Napastnik Powiślaka zdaje sobie sprawę, że Huragan wygrał wszystkie mecze u siebie, a w dodatku nie stracił bramki. - Każda seria musi się kiedyś skończyć i jakaś drużyna musi tą serię przerwać. Mam nadzieje, że tą drużyną będzie Powiślak. Zapowiada się fajny mecz. Stosunkowo z lepszymi zespołami gra się łatwiej. Zobaczymy jak będzie jutro (śmiech - przyp. red.) - dodaje.
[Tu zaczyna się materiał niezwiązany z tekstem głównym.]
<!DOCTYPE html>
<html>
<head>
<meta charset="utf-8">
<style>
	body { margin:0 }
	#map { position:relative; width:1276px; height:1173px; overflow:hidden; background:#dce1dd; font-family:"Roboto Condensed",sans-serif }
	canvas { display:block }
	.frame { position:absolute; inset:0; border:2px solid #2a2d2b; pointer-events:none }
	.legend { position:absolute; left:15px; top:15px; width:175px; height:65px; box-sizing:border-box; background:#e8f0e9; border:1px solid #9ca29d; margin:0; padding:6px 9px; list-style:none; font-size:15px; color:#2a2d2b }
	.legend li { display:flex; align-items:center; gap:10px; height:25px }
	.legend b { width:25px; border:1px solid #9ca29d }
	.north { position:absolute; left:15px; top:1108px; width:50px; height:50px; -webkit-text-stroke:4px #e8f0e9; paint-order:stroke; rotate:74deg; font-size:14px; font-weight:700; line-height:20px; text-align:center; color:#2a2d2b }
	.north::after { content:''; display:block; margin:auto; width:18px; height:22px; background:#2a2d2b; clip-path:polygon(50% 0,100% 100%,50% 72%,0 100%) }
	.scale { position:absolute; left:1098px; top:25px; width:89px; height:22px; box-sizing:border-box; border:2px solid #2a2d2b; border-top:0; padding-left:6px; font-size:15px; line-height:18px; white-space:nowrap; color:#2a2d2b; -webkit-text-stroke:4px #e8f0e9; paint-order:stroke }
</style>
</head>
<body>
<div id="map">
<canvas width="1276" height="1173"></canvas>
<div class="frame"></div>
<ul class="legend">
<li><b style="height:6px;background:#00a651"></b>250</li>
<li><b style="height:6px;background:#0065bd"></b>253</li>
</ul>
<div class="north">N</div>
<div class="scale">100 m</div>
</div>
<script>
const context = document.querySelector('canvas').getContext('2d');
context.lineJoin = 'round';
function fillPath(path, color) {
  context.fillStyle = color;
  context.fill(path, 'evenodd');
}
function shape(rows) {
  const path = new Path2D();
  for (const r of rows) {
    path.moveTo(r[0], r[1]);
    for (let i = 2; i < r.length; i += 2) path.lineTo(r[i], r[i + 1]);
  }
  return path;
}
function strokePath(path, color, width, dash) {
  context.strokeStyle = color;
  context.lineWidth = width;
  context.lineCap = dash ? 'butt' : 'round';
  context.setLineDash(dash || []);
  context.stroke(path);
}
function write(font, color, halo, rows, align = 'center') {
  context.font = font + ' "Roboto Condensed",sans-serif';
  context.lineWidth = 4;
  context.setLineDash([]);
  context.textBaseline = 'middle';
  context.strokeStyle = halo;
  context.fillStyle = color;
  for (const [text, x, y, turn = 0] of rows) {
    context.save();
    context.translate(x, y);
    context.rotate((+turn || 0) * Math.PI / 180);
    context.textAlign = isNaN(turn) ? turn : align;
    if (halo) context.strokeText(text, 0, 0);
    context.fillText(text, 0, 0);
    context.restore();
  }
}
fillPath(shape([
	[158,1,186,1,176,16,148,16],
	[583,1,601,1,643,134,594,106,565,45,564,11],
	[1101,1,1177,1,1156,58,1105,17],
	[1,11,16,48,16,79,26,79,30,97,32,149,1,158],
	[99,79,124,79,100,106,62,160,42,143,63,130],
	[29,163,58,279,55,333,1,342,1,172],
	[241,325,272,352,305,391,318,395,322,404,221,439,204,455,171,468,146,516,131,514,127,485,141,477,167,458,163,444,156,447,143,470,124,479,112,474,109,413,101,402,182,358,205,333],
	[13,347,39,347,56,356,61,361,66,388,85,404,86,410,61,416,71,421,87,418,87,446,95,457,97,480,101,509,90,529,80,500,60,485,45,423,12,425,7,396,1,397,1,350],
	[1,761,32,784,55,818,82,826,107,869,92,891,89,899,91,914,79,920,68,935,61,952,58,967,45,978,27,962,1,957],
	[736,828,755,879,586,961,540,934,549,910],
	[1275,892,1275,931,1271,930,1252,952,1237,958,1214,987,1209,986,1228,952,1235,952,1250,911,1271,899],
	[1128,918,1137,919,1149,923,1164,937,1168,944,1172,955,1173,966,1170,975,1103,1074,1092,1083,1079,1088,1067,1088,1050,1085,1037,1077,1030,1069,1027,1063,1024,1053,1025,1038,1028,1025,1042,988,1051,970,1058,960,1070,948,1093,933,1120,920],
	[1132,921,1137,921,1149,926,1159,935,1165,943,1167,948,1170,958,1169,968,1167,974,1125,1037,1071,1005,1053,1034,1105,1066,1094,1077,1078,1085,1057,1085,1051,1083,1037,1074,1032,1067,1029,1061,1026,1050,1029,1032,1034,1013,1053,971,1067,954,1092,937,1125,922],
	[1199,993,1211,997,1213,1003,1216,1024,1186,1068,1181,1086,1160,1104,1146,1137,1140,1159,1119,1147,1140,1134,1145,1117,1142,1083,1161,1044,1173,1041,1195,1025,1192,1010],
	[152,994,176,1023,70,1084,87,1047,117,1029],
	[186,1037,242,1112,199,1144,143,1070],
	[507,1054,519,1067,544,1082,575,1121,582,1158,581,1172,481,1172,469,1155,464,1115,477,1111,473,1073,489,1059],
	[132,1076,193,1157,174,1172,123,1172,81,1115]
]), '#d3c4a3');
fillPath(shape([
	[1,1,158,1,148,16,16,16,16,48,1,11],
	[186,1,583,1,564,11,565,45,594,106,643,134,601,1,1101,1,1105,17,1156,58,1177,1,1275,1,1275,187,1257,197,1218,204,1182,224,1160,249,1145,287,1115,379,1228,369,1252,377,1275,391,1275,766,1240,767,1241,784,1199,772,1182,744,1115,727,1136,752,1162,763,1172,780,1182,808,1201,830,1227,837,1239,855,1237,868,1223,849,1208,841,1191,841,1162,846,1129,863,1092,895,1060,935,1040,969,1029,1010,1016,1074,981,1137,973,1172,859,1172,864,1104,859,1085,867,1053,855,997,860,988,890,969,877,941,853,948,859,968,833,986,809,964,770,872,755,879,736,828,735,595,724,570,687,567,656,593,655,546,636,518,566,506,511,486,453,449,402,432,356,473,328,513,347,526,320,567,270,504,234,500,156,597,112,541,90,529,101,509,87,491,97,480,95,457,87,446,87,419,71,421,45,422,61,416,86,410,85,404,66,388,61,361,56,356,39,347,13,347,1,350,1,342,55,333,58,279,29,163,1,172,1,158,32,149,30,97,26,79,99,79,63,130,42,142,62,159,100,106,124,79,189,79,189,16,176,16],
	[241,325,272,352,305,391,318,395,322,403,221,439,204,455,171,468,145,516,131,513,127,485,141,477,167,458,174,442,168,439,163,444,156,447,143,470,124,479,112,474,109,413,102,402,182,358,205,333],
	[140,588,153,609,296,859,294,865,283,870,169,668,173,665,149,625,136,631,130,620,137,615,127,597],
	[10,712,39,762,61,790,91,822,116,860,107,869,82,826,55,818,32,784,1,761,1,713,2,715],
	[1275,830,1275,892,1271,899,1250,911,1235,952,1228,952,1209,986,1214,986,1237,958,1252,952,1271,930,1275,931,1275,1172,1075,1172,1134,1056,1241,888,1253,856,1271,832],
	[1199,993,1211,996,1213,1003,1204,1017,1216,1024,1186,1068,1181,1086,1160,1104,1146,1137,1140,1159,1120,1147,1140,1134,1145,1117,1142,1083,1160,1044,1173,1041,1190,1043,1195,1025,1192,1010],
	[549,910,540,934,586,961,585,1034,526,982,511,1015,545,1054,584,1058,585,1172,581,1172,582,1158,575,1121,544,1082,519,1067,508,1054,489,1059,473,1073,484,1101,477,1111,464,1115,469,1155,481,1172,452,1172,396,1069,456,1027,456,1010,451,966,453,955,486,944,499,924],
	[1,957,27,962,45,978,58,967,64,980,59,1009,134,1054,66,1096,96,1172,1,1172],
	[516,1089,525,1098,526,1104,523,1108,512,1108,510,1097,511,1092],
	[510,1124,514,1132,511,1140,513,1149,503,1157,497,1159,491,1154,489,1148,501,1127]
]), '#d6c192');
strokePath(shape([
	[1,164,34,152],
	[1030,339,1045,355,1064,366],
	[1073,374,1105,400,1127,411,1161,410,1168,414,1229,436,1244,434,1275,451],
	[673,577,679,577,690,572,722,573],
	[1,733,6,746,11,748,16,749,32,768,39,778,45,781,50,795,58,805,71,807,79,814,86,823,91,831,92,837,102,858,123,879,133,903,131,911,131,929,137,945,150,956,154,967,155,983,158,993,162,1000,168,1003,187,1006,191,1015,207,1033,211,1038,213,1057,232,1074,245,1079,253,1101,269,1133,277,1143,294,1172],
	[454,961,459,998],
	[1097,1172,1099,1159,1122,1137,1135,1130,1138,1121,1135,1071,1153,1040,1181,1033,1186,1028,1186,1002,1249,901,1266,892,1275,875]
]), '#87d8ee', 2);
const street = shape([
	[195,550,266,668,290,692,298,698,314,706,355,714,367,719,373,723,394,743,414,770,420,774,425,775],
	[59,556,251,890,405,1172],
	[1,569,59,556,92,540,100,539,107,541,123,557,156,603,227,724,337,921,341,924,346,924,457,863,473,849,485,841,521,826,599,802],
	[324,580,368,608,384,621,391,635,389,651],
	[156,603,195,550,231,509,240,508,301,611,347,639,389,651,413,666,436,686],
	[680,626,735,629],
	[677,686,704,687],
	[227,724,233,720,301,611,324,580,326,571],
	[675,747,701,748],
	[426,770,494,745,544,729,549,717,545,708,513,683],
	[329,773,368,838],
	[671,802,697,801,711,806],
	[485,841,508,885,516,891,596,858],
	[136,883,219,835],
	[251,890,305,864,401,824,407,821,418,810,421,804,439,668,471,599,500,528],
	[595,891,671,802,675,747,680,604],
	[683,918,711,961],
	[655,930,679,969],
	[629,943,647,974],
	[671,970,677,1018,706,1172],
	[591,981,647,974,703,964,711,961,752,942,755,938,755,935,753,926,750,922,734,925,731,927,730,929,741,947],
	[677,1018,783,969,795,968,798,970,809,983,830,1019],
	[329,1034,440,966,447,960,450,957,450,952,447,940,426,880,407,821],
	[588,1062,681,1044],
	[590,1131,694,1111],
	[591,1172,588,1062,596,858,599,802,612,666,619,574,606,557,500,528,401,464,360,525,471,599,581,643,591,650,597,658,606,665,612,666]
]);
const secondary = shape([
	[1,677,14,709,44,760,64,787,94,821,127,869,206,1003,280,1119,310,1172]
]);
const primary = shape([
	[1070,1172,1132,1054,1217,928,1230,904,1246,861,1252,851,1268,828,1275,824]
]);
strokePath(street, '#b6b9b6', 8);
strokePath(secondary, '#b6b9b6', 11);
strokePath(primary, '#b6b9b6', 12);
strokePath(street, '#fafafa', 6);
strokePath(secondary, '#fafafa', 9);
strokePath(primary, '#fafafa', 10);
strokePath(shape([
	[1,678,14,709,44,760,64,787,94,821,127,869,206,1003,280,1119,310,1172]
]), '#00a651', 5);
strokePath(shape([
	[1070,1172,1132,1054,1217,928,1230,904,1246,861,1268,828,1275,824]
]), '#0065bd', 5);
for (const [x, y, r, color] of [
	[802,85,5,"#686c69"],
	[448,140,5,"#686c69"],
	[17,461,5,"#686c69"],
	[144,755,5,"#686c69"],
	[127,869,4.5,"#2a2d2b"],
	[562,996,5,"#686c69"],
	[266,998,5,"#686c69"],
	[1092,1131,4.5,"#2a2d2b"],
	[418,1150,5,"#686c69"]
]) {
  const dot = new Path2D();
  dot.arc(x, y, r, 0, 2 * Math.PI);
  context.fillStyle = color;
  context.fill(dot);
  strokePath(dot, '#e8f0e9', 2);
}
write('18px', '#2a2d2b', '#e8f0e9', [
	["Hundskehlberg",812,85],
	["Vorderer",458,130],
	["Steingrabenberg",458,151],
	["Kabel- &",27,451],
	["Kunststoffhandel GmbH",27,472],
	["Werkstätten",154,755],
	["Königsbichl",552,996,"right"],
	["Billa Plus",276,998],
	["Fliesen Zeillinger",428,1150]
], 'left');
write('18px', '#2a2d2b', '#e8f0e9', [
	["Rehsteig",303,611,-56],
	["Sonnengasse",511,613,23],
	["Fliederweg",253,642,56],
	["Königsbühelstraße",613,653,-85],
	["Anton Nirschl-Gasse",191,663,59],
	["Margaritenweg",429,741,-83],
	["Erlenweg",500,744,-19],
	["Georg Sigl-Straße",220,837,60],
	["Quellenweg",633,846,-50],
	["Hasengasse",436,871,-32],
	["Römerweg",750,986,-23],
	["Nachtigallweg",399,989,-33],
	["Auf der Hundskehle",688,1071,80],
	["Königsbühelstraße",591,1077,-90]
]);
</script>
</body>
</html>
Bohaterem spotkań Powiślaka w ostatnich starciach był Damian Bernat, który w dwóch bojach zapewnił wygrane swojej ekipie, uderzając z rzutów wolnych. - Damian od pierwszego treningu pokazał, że umie strzelać wolne. Teraz zademonstrował to w dwóch poprzednich meczach i nie miałbym nic przeciwko, żeby tak się stało w spotkaniu z Huraganem - przyznaje.
Milcz chciałby wrócić do regularnego strzelania. - W jednym meczu piłka strzela jak szalona, a w drugim nie chce. Tak to z nią jest. Dzieje się tak, że czasami nie mam żadnych sytuacji, a jak już mam to podejmuję złe decyzje. Tym się nie przejmuję. Wiem, że nie da się strzelać w każdym meczu, choć bardzo bym chciał. Bramki mocno mnie cieszą, ale najważniejsze, żeby drużyna wygrywała i będzie dobrze - kończy.